- _TASK OBJECTIVE_
For each line below that contains the word "green", make a copy.

──────── GIVEN DATA

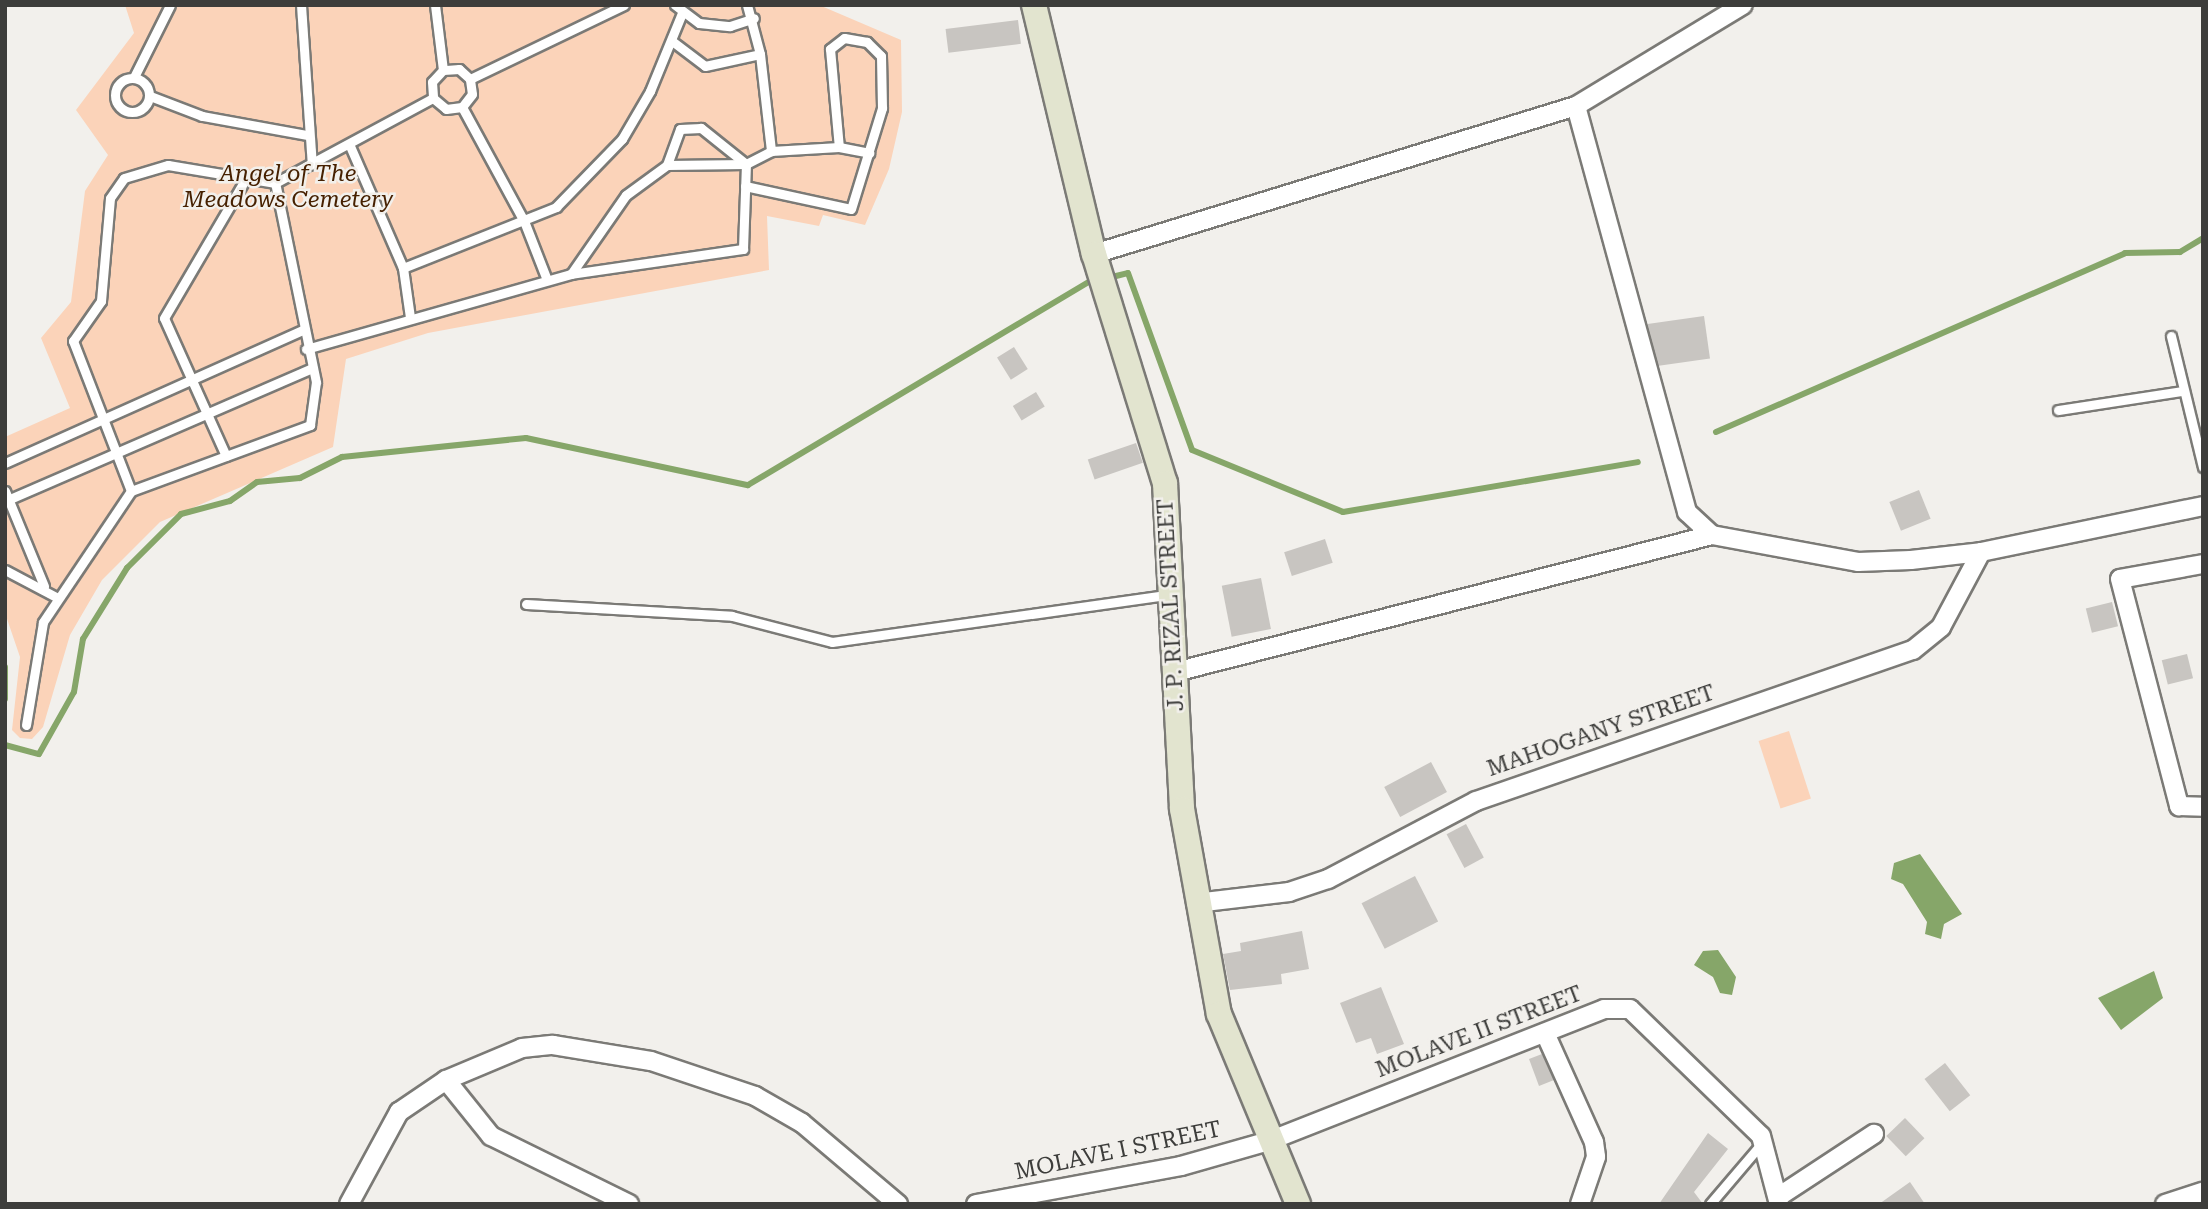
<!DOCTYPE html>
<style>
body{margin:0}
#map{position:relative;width:2208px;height:1209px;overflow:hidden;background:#f2f0ec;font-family:"Roboto Serif",serif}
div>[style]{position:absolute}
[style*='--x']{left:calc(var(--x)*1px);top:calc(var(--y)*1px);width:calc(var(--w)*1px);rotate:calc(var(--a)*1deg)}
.green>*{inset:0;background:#fbd3b9;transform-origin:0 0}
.water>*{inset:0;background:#86a669}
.stream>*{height:6px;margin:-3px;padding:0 3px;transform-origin:3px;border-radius:3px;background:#86a669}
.building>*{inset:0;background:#c8c5c1;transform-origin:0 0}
.roads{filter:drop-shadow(2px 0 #7b7a76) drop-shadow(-2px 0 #7b7a76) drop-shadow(0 2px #7b7a76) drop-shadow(0 -2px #7b7a76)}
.service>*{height:9px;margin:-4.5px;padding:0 4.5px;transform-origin:4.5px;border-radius:4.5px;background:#fff}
.service>.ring{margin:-4.5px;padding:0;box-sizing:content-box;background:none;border:9px solid #fff;border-radius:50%}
.minor>*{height:18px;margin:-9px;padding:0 9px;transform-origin:9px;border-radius:9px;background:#fff}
.secondary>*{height:24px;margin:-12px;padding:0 12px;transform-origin:12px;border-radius:12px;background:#e2e4cf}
span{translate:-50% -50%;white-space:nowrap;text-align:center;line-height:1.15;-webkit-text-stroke:5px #f2f0ec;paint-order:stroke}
.park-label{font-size:23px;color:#462000;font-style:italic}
.street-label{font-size:23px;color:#3d3d3b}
.frame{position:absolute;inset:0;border:7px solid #3d3d3b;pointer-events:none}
</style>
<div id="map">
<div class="green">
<i style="clip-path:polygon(125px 5px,819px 5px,901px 40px,902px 112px,889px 169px,865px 225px,823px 215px,819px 226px,767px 216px,769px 270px,428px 333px,346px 359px,333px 447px,160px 522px,102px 580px,70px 635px,43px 727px,32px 739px,20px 738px,12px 730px,20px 657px,5px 613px,5px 437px,70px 408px,41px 338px,71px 302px,85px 191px,108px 155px,76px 110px,134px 33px)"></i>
<i style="left:1789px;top:731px;width:71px;height:32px;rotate:72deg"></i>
</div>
<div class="water">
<i style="clip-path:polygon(1920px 854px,1962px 914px,1944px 924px,1941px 939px,1925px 934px,1927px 922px,1903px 884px,1891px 879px,1894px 863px)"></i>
<i style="clip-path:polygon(1718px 950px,1736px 977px,1732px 995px,1720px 993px,1713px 977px,1694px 965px,1703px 951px)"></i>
<i style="clip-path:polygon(2154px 971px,2163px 998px,2121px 1030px,2098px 998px)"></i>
</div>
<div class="stream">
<i style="--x:1116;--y:276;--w:12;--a:-14"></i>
<i style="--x:1128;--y:273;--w:188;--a:70.1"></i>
<i style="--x:1192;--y:450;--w:163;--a:22.3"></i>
<i style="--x:1343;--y:512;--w:299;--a:-9.6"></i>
<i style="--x:1716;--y:432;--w:446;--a:-23.6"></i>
<i style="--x:2125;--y:253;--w:55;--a:-1"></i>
<i style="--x:2180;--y:252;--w:27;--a:-31"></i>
<i style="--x:5;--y:667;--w:32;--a:90"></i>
<i style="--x:5;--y:745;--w:35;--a:15"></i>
<i style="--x:39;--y:754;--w:71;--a:-60.6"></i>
<i style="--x:74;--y:692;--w:54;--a:-80.4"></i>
<i style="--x:83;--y:639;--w:84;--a:-58.2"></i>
<i style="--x:127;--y:568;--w:76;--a:-45"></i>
<i style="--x:181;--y:514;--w:51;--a:-14.9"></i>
<i style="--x:230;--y:501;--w:33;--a:-35"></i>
<i style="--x:257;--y:482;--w:43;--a:-5.3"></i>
<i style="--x:300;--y:478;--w:47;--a:-26.6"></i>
<i style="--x:342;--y:457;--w:185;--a:-5.9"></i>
<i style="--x:526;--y:438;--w:227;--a:12"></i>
<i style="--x:748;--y:485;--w:398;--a:-30.8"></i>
</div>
<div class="building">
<i style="left:1018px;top:20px;width:24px;height:73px;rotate:83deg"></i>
<i style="left:1704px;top:316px;width:43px;height:57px;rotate:82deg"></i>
<i style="left:1014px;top:347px;width:26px;height:20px;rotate:58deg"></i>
<i style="left:1036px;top:392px;width:17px;height:27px;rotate:59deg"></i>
<i style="left:1136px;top:443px;width:21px;height:51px;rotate:71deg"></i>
<i style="left:1919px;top:490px;width:31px;height:32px;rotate:68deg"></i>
<i style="left:1325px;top:539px;width:25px;height:43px;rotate:72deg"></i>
<i style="left:1261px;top:578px;width:52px;height:40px;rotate:79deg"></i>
<i style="left:2112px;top:602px;width:25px;height:27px;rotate:76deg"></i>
<i style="left:2187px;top:654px;width:25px;height:26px;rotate:76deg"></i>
<i style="left:1431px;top:762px;width:34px;height:53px;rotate:62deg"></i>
<i style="left:1466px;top:824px;width:38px;height:22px;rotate:62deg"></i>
<i style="left:1415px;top:876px;width:51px;height:60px;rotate:63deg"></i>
<i style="clip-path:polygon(1302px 931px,1309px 969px,1281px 974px,1282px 984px,1230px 990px,1223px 954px,1241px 951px,1240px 943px)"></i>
<i style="clip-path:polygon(1381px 987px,1404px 1044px,1377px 1054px,1371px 1038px,1356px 1043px,1340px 1003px)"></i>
<i style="clip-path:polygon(1542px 1054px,1554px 1080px,1539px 1086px,1529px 1059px)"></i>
<i style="left:1945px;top:1063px;width:41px;height:26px;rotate:52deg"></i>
<i style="left:1905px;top:1118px;width:28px;height:26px;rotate:46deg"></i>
<i style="clip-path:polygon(1708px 1133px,1728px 1149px,1694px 1192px,1703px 1204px,1659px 1204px)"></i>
<i style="clip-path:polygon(1910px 1182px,1925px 1204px,1879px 1204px)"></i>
</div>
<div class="roads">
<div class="service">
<i style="--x:301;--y:5;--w:160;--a:86.1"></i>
<i style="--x:435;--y:5;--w:65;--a:83"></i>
<i style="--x:443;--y:70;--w:16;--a:133"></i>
<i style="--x:432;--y:82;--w:16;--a:86"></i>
<i style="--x:433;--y:98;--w:17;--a:40"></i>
<i style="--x:446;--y:109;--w:16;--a:-7"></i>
<i style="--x:462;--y:107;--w:16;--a:-52"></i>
<i style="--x:472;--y:94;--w:15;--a:-98"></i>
<i style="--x:470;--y:79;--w:15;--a:-138"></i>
<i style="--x:459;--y:69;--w:16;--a:176"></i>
<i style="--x:675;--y:5;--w:30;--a:37"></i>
<i style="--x:699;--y:23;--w:31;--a:6"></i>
<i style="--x:730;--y:26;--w:25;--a:-18"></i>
<i style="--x:747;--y:5;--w:51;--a:75.1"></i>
<i style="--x:760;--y:54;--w:98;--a:83.5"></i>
<i style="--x:672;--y:41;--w:41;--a:37.1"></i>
<i style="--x:705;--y:66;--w:56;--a:-12.3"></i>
<i style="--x:134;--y:77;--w:80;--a:-63.4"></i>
<i class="ring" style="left:115px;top:78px;width:25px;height:25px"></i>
<i style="--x:470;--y:79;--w:171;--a:-25.7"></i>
<i style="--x:150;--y:96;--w:56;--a:21"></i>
<i style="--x:202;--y:116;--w:107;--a:10.3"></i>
<i style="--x:462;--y:107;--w:130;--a:61.5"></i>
<i style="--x:524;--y:221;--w:63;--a:68.7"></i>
<i style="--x:350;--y:146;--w:133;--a:66.5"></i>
<i style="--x:403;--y:268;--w:49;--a:81.9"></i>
<i style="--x:745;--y:186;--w:108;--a:12.2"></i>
<i style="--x:851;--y:209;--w:106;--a:-72.9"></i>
<i style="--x:882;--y:108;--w:52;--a:-91.1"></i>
<i style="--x:881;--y:56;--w:20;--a:-135"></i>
<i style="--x:867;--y:42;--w:23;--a:-170"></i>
<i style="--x:844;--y:38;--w:18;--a:142"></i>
<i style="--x:830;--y:49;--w:98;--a:84.8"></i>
<i style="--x:403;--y:268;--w:165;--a:-21.7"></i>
<i style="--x:556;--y:207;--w:95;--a:-45.9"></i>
<i style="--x:622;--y:139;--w:56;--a:-59.7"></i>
<i style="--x:650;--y:91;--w:84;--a:-67.7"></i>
<i style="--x:571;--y:274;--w:96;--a:-55.2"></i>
<i style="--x:626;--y:195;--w:51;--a:-36.2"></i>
<i style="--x:667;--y:165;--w:79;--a:-0.7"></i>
<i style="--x:746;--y:164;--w:28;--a:-27"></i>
<i style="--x:771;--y:151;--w:68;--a:-3.4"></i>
<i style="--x:839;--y:147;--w:31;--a:11"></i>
<i style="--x:2171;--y:336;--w:135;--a:76.3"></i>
<i style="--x:306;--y:349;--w:275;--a:-15.8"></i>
<i style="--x:571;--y:274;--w:174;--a:-8.3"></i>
<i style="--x:743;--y:249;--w:85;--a:-88"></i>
<i style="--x:746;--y:164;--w:58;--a:-141.3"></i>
<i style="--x:701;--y:128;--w:21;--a:177"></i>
<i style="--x:680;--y:129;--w:38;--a:110"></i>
<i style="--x:2058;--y:410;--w:125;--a:-8.7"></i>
<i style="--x:226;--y:456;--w:151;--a:-114.2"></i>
<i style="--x:164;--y:318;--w:162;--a:-59.6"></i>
<i style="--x:5;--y:463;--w:328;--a:-24.1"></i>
<i style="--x:5;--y:491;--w:103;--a:67.7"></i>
<i style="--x:131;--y:491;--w:161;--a:-111.1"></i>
<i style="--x:73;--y:341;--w:49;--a:-55"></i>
<i style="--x:101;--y:301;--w:103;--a:-85"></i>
<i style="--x:110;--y:198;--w:24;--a:-55"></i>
<i style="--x:124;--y:178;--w:46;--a:-16.5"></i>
<i style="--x:168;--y:165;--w:109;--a:9.5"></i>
<i style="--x:275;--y:183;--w:179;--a:-28.3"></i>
<i style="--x:5;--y:501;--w:335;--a:-23.4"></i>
<i style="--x:5;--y:570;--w:58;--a:27.9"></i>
<i style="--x:526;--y:604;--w:206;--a:3.3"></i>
<i style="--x:732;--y:616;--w:103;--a:14.6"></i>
<i style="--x:832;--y:642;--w:339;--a:-8"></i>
<i style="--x:26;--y:725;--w:104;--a:-80.6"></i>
<i style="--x:43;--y:622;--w:158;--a:-56.1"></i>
<i style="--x:131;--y:491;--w:191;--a:-20.2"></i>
<i style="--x:310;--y:425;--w:43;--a:-82.1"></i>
<i style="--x:316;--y:382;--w:203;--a:-101.6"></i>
<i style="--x:1710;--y:1204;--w:80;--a:-49.6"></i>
</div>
<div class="minor">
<i style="--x:1576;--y:106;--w:421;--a:74.7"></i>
<i style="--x:1687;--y:512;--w:34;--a:43"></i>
<i style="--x:1712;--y:535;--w:148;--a:10.5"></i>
<i style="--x:1858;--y:562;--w:53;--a:-2.2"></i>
<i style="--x:1911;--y:560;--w:70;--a:-6.5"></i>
<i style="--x:1981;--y:552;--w:227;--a:-11.7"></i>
<i style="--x:1094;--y:254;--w:504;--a:-17.07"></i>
<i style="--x:1576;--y:106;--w:195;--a:-31.2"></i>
<i style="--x:2203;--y:564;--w:84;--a:169.8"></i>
<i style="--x:2120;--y:579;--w:235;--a:75.4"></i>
<i style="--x:2179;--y:806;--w:24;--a:2"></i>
<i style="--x:1175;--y:672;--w:554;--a:-14.31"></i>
<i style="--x:1196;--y:903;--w:94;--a:-6.7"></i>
<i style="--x:1289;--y:892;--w:41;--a:-18.4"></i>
<i style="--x:1328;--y:879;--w:167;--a:-27.8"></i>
<i style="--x:1476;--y:801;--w:462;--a:-19.1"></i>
<i style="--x:1913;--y:650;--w:36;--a:-39"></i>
<i style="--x:1941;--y:627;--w:85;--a:-61.9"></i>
<i style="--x:1545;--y:1033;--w:120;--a:65.8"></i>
<i style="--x:1594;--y:1142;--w:15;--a:82"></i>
<i style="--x:1596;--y:1157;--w:50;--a:108.8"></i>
<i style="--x:446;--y:1080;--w:72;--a:51.2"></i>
<i style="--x:491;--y:1136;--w:154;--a:26.2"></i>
<i style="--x:1778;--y:1197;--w:115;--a:-33.3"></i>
<i style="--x:349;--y:1204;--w:105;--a:-61.5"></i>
<i style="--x:399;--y:1112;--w:57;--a:-34.2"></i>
<i style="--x:446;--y:1080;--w:82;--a:-22.8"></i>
<i style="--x:522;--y:1048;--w:31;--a:-6"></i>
<i style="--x:553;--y:1045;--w:99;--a:9.3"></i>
<i style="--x:651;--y:1061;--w:110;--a:18.6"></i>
<i style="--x:755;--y:1096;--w:54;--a:29.9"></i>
<i style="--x:802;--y:1123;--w:126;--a:40.2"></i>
<i style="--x:976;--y:1204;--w:208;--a:-10.5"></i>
<i style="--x:1181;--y:1166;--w:91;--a:-15.9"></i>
<i style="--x:1269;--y:1141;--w:360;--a:-21.5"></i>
<i style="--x:1604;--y:1009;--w:26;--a:0"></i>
<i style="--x:1630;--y:1009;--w:182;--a:44.1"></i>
<i style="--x:1761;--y:1136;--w:70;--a:75.2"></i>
<i style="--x:2165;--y:1204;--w:40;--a:-18"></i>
</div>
<div class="secondary">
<i style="--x:1034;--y:5;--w:256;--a:76.5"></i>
<i style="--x:1094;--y:254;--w:240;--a:72.8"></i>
<i style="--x:1165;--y:483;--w:326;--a:87"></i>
<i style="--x:1182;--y:809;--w:208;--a:79.8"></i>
<i style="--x:1219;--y:1014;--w:206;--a:67.4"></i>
</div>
</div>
<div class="park-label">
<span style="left:288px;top:187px">Angel of The<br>Meadows Cemetery</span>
</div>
<div class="street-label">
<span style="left:1171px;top:605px;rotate:-93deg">J. P. RIZAL STREET</span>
<span style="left:1601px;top:731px;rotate:-19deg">MAHOGANY STREET</span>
<span style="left:1479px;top:1032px;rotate:-21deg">MOLAVE II STREET</span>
<span style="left:1118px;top:1151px;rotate:-12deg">MOLAVE I STREET</span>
</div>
<div class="frame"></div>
</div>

────────────────

- _ANSWER TO THIS EXERCISE_
.green>*{inset:0;background:#fbd3b9;transform-origin:0 0}
<div class="green">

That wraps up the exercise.